* [Available records]:
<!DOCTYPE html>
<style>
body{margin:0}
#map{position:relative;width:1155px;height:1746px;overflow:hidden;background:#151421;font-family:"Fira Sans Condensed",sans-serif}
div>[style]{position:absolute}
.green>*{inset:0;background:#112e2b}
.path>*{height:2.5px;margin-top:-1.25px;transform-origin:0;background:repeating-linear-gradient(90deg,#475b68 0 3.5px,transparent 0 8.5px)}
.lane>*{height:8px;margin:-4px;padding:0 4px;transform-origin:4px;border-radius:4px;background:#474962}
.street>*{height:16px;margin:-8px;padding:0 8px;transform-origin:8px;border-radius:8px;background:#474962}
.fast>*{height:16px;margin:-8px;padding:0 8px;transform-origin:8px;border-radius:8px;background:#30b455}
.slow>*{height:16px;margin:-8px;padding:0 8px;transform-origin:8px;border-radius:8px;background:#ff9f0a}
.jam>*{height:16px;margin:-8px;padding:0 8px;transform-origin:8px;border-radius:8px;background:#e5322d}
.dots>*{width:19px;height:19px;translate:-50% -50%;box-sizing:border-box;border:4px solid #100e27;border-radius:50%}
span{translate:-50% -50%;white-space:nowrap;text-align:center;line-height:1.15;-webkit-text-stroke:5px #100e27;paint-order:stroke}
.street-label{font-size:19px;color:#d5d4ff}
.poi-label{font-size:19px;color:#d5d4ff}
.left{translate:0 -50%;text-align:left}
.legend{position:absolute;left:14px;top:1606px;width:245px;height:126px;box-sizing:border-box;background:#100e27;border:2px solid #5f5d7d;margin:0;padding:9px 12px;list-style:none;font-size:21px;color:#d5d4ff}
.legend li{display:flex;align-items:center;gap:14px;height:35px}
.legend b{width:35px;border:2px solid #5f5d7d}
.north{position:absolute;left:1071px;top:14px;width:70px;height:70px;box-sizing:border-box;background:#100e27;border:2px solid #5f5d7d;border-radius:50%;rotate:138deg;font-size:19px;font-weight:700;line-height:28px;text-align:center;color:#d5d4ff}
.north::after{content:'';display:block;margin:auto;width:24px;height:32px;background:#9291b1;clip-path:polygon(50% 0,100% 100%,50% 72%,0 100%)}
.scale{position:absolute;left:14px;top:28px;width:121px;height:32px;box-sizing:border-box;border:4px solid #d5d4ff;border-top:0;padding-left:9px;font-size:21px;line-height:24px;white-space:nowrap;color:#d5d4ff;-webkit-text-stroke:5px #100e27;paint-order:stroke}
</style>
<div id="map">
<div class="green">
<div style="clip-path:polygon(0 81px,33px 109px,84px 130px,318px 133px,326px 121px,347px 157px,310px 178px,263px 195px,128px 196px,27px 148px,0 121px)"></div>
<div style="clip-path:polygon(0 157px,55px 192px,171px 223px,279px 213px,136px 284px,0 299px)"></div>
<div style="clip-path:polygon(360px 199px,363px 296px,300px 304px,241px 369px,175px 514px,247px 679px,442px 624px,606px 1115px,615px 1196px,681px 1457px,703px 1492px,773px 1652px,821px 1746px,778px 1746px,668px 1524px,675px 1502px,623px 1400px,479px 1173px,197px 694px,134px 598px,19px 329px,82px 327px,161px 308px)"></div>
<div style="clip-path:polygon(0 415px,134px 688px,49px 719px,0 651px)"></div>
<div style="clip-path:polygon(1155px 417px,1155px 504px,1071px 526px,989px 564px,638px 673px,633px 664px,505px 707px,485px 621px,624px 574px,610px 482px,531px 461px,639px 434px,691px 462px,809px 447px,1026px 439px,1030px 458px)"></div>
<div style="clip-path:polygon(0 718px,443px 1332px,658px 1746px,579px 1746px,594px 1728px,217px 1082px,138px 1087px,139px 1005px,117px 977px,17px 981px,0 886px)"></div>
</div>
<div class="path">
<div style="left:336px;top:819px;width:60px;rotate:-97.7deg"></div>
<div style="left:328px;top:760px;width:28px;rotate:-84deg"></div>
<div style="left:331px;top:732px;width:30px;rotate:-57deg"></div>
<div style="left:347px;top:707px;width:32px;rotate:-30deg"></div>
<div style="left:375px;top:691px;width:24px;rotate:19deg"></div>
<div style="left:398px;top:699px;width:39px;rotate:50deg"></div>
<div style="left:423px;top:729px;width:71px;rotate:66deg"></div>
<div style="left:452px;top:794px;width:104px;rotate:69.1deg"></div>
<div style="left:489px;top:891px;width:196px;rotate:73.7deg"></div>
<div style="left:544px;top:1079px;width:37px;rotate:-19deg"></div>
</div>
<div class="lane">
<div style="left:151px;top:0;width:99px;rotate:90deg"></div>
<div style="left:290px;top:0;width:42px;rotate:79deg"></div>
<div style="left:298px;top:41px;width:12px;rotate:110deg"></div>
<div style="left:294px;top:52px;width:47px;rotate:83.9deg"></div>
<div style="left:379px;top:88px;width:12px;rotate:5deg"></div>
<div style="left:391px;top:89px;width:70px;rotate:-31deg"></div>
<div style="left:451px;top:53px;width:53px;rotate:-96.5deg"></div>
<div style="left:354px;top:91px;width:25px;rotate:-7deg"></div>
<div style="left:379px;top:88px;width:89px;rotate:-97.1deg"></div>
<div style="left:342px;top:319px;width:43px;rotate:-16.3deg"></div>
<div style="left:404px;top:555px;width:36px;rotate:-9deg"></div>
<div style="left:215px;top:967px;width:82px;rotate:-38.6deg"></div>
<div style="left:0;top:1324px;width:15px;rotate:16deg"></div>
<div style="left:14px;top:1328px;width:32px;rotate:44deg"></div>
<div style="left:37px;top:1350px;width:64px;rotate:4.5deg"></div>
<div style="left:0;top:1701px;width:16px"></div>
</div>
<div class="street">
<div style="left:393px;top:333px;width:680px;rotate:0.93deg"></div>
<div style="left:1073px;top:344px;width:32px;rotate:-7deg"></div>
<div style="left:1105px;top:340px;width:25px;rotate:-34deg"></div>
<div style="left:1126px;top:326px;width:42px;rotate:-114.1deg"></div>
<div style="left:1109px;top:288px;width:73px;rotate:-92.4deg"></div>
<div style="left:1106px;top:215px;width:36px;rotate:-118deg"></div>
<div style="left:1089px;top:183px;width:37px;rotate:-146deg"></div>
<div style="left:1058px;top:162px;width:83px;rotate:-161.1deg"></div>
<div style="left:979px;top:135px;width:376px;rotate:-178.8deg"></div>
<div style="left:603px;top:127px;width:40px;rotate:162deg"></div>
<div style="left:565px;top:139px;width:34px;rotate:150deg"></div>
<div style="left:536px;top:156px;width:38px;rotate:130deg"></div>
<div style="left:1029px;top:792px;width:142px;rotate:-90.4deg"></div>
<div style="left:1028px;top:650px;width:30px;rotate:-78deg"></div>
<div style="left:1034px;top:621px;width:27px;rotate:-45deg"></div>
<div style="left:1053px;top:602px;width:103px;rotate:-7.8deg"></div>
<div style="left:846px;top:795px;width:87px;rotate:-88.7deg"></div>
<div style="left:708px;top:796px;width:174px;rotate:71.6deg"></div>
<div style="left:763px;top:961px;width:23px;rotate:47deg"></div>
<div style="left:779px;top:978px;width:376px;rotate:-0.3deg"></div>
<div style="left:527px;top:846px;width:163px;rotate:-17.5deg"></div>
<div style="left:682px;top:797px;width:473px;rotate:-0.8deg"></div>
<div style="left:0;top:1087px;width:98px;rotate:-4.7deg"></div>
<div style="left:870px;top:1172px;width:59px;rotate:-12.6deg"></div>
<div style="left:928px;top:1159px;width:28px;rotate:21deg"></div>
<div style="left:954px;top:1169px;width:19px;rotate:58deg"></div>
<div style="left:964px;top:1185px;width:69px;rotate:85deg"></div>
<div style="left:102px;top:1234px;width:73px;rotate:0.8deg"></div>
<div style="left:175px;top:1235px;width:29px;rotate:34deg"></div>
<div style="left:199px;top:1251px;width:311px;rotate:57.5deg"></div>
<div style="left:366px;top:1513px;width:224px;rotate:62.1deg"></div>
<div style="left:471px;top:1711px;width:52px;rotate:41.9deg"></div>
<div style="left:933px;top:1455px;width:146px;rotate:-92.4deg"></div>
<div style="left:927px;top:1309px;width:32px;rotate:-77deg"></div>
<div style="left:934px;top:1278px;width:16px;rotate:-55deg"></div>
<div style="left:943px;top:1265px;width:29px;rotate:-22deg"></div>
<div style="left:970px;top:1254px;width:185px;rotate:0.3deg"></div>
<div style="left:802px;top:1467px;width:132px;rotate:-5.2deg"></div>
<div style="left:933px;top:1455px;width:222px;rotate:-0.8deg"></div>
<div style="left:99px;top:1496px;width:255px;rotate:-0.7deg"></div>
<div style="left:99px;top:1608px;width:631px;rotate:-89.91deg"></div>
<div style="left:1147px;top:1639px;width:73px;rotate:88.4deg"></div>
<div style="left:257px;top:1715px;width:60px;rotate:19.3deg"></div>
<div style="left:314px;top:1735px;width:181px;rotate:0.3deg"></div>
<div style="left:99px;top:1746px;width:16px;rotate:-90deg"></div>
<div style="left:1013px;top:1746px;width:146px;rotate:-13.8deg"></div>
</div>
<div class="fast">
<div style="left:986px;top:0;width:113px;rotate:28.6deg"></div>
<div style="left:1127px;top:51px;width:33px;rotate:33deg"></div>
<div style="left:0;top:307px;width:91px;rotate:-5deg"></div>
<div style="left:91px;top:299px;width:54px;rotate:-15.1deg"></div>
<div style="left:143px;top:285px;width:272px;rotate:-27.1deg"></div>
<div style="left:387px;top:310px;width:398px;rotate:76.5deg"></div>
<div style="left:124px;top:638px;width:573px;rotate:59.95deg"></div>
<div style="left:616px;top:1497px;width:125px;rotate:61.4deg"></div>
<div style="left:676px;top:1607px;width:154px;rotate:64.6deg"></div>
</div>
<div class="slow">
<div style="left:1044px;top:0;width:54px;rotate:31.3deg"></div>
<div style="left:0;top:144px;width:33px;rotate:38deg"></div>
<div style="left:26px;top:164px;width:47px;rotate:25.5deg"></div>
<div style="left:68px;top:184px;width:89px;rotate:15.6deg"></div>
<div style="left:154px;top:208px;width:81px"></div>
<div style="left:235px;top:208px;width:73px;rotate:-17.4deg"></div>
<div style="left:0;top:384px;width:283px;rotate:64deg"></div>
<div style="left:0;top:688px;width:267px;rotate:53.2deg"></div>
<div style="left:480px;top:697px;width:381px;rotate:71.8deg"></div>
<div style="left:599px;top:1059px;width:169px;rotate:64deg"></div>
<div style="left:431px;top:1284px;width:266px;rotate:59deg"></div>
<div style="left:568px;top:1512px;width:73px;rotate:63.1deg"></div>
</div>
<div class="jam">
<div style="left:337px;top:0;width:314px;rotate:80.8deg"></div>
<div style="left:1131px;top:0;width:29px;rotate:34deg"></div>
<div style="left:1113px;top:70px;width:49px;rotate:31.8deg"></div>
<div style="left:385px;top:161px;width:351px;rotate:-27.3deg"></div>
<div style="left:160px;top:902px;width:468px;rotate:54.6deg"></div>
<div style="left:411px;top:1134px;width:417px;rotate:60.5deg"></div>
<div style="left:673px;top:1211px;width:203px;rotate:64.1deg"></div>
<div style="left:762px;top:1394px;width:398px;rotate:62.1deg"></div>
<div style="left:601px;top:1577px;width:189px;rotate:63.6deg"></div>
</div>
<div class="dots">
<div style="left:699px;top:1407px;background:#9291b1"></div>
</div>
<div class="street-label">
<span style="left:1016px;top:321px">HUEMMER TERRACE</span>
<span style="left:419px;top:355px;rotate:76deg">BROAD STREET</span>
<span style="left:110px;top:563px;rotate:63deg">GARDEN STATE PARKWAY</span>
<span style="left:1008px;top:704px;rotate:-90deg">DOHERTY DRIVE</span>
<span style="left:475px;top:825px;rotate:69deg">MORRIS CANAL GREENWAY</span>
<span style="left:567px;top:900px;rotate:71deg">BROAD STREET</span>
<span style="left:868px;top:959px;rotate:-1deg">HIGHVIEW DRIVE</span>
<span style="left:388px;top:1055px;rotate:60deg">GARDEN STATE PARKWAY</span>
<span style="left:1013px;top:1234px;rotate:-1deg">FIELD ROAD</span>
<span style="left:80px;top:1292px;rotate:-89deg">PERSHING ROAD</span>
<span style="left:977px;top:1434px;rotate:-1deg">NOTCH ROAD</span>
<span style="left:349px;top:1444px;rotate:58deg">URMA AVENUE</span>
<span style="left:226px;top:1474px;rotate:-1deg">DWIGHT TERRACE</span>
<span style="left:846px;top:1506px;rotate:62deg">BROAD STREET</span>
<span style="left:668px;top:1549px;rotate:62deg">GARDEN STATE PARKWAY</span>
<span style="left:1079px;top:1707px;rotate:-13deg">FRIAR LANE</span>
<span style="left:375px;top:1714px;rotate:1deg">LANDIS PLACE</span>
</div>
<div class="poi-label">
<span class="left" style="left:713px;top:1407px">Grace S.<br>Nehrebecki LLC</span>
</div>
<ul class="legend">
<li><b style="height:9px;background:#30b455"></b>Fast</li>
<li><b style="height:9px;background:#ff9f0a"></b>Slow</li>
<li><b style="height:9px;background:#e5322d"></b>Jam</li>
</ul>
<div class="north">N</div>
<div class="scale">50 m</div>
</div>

* [What needs to be done]: Take the lines from the top of the data through the one that contains "0 3.5px,transparent 0" and copy them exactly, leaving out every line after it.

* [Result for this exercise]:
<!DOCTYPE html>
<style>
body{margin:0}
#map{position:relative;width:1155px;height:1746px;overflow:hidden;background:#151421;font-family:"Fira Sans Condensed",sans-serif}
div>[style]{position:absolute}
.green>*{inset:0;background:#112e2b}
.path>*{height:2.5px;margin-top:-1.25px;transform-origin:0;background:repeating-linear-gradient(90deg,#475b68 0 3.5px,transparent 0 8.5px)}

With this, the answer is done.